── Available data ──

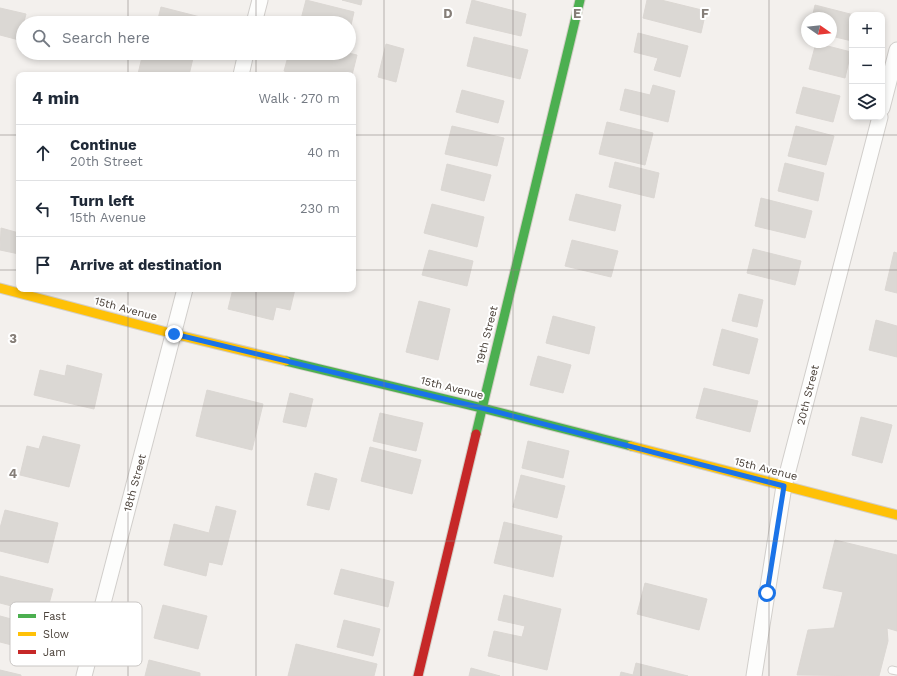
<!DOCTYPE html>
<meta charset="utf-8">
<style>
body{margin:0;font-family:"Work Sans",sans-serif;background:#f2f2f3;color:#1f2937}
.controls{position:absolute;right:12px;top:12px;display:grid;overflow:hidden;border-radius:8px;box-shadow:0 2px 6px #0003}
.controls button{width:36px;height:36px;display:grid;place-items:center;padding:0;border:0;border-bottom:1px solid #e0e1e3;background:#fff;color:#1f2937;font:20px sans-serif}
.compass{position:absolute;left:801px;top:12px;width:36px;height:36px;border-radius:50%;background:#fff;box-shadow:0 2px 6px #0003;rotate:104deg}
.stop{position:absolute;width:12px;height:12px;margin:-9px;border:3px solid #1a73e8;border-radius:50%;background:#fff}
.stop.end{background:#1a73e8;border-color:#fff;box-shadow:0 1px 4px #0008}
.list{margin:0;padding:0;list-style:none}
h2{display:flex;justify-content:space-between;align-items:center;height:52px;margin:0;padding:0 16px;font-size:17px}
h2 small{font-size:13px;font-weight:400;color:#747a83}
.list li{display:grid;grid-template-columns:26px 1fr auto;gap:12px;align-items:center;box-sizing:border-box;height:56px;padding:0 16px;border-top:1px solid #e0e1e3}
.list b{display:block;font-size:15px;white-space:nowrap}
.list p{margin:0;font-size:13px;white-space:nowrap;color:#747a83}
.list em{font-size:13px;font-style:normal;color:#747a83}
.icon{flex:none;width:22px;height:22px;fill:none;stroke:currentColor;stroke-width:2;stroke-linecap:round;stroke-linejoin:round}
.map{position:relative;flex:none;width:897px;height:676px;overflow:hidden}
.search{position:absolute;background:#fff;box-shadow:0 2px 6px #0003;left:16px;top:16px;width:340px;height:44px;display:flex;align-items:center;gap:10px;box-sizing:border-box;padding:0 14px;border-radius:22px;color:#747a83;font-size:15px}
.panel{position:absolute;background:#fff;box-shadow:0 2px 6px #0003;left:16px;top:72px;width:340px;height:220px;border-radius:8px}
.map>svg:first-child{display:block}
.building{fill:#dbd8d4;stroke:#dbd7d3}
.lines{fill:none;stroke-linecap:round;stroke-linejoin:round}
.lane-casing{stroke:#d1cecb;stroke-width:9}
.street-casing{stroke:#d1cecb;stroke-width:17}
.fast-casing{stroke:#d3cec6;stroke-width:11}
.slow-casing{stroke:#d3cec6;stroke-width:11}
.jam-casing{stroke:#d3cec6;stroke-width:11}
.lane{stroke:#fdfdfc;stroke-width:7}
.street{stroke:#fdfdfc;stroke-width:15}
.fast{stroke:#4caf50;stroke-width:9}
.slow{stroke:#ffc107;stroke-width:9}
.jam{stroke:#c62828;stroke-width:9}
.route{stroke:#1a73e8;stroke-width:5}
.grid{fill:none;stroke:#857e78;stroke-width:1;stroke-opacity:0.55}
.labels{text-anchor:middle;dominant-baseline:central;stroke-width:4;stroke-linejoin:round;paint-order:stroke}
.street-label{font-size:11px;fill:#4a4139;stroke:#fff}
.key{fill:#fff;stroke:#c9c6c4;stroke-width:1}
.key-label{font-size:11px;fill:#4a4139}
.grid-label{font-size:13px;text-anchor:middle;font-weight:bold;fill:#857e78;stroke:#fff;stroke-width:4;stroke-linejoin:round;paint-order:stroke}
</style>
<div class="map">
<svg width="897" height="676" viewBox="0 0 897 676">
<rect width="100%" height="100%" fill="#f3f0ed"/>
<g class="building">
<path d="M306,0l48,12 -5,22v-11h-49z"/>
<path d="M342,0h20l-1,5z"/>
<path d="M472,0l54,14 -5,22 -55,-13z"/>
<path d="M647,0h14l45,11 -5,22 -58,-15z"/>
<path d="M815,5l39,10h-2v26l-21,-5v-18h-19z"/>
<path d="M161,7l43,11 -1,5h-46z"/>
<path d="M0,8l26,6 -7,26 -19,-5z"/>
<path d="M638,33l50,13 -8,31 -26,-7 4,-12 -24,-6z"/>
<path d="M474,37l54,13 -8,29 -53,-13z"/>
<path d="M816,43l35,9 -6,26 -36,-9z"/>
<path d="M386,44l18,5 -8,33 -18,-5z"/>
<path d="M143,53h29l21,5 -4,17 -51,-1z"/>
<path d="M289,53h59l9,2 -5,20h-12l-12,-3 -1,3h-27l-16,-4z"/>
<path d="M653,85l22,6 -7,31 -48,-12 5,-21 25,6z"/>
<path d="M803,87l37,9 -7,26 -37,-9z"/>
<path d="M462,90l42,11 -6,22 -42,-11z"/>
<path d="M607,122l46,11 -8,32 -46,-11z"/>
<path d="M452,126l52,12 -7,28 -52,-12z"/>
<path d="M796,126l38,10 -8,29 -38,-9z"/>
<path d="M615,162l44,11 -5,25 -45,-11z"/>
<path d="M785,163l39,10 -6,28 -40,-10z"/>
<path d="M447,164l44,11 -7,26 -43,-11z"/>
<path d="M576,194l45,11 -6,26 -46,-11z"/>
<path d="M761,198l51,13 -7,27 -50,-12z"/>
<path d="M432,204l52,13 -7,30 -53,-14z"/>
<path d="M1,228l18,5v21l-19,-4z"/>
<path d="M572,240l46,11 -7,26 -46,-11z"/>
<path d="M753,249l48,12 -6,24 -48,-12z"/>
<path d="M429,250l44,11 -6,25 -45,-11z"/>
<path d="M894,252l3,1v40l-12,-3z"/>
<path d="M233,289h62l-5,21 -14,-3 -3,13 -45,-11z"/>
<path d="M739,294l24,6 -6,27 -25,-6z"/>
<path d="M419,301l31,8 -12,51 -32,-8z"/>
<path d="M553,316l42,11 -6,27 -43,-11z"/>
<path d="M876,320l21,6v31l-28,-7z"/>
<path d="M722,329l36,10 -9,35 -36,-9z"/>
<path d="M538,356l33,9 -8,28 -33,-8z"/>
<path d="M67,365l35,9 -8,35 -60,-14 6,-25 25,6z"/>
<path d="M704,388l54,13 -8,31 -54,-14z"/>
<path d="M207,390l56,14 -11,46 -56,-14z"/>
<path d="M290,393l23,6 -7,28 -23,-5z"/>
<path d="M380,413l43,10 -7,28 -43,-10z"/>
<path d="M861,417l31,8 -10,38 -30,-8z"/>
<path d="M43,436l37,9 -11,42 -49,-12 7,-29 12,3z"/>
<path d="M528,441l41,10 -6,27 -41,-10z"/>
<path d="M370,447l51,13 -9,34 -51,-13z"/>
<path d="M315,473l22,6 -8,31 -22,-5z"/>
<path d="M521,475l44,11 -8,32 -44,-11z"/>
<path d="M216,506l20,5 -14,54 -13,-3 -3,14 -42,-11 10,-41 35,9z"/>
<path d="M5,510l53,13 -10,40 -48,-12v-23z"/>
<path d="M504,522l58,14 -9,41 -59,-14z"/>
<path d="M835,540l62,15v76l-10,-3 1,13 -9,35 -82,-1 11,-45 26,-2 9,-36 -20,-4z"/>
<path d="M341,569l53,13 -6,25 -54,-13z"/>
<path d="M0,576l53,13 -7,26 -46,-12z"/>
<path d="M645,583l62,16 -8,31 -62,-16z"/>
<path d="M504,595l57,14 -14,61 -59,-14 6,-25 28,6 3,-11 -27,-6z"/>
<path d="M163,605l44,11 -9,33 -44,-11z"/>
<path d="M0,616l45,12 -6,24 -39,-10z"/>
<path d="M344,620l36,9 -7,27 -36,-9z"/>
<path d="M296,644l81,20 -3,12h-86z"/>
<path d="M149,660l51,13v3h-55z"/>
<path d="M636,663l52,13h-68l1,-4 12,3z"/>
<path d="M471,668l29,8h-31z"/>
<path d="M0,670l21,5v1h-21z"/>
</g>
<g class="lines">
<defs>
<path id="lane" d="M892,670l5,1"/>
<g id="street">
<path d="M254,23l6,-23"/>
<path d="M241,75l5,-22"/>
<path d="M882,108l15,-58"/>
<path d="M84,676l101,-387"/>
<path d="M754,676l30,-190 96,-369"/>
</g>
<g id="fast">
<path d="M286,361l196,47 149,38"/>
<path d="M476,434l104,-434"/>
</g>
<g id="slow">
<path d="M0,288l174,46 112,27"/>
<path d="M631,446l266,69"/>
</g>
<path id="jam" d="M418,676l58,-242"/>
</defs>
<use href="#lane" class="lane-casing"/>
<use href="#street" class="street-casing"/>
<use href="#fast" class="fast-casing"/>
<use href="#slow" class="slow-casing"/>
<use href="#jam" class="jam-casing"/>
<use href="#lane" class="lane"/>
<use href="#street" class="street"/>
<use href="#fast" class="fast"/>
<use href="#slow" class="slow"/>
<use href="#jam" class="jam"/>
</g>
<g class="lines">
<path class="route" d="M174,334l308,74 302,78 -17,107"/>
</g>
<path class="grid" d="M128,0v23M256,0v23M384,0v676M513,0v676M641,0v676M769,0v676M128,53v22M256,53v22M0,135h19M353,135h544M0,270h19M353,270h544M128,289v387M256,289v387M0,406h897M0,541h897"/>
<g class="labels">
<g class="street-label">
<text transform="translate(126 309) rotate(15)">15th Avenue</text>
<text transform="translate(487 335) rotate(-76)">19th Street</text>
<text transform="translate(452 388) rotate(14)">15th Avenue</text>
<text transform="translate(808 395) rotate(-76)">20th Street</text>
<text transform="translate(766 469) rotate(14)">15th Avenue</text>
<text transform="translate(135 483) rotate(-75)">18th Street</text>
</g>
</g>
<rect x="10" y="602" width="132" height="64" rx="6" class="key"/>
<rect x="18" y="614" width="18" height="4" fill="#4caf50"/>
<rect x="18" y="632" width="18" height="4" fill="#ffc107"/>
<rect x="18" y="650" width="18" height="4" fill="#c62828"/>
<g class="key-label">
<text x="43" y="620">Fast</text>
<text x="43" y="638">Slow</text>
<text x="43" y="656">Jam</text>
</g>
<g class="grid-label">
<text x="448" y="18">D</text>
<text x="577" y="18">E</text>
<text x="705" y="18">F</text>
<text x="13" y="343">3</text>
<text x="13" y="478">4</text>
</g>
</svg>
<div class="controls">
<button>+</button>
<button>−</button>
<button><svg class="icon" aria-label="layers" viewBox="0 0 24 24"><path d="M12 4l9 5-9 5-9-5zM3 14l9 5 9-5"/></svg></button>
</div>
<svg class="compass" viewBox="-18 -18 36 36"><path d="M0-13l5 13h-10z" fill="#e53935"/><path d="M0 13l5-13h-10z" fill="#747a83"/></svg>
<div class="stop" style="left:767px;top:593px"></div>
<div class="stop end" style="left:174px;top:334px"></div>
<div class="search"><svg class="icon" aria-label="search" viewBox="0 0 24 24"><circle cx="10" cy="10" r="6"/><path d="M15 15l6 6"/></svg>Search here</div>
<section class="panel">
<h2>4 min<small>Walk · 270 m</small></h2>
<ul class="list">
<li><svg class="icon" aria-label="ahead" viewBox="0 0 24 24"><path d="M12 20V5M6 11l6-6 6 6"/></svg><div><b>Continue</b><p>20th Street</p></div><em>40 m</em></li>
<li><svg class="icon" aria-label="left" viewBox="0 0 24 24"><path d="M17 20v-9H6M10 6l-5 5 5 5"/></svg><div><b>Turn left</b><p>15th Avenue</p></div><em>230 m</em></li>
<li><svg class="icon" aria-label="arrive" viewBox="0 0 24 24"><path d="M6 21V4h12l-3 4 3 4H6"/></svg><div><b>Arrive at destination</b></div></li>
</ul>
</section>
</div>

───

Print exactly the lines of the records from the one containing "20V5M6 11l6-6 6" through the end, and nothing besides them.

<li><svg class="icon" aria-label="ahead" viewBox="0 0 24 24"><path d="M12 20V5M6 11l6-6 6 6"/></svg><div><b>Continue</b><p>20th Street</p></div><em>40 m</em></li>
<li><svg class="icon" aria-label="left" viewBox="0 0 24 24"><path d="M17 20v-9H6M10 6l-5 5 5 5"/></svg><div><b>Turn left</b><p>15th Avenue</p></div><em>230 m</em></li>
<li><svg class="icon" aria-label="arrive" viewBox="0 0 24 24"><path d="M6 21V4h12l-3 4 3 4H6"/></svg><div><b>Arrive at destination</b></div></li>
</ul>
</section>
</div>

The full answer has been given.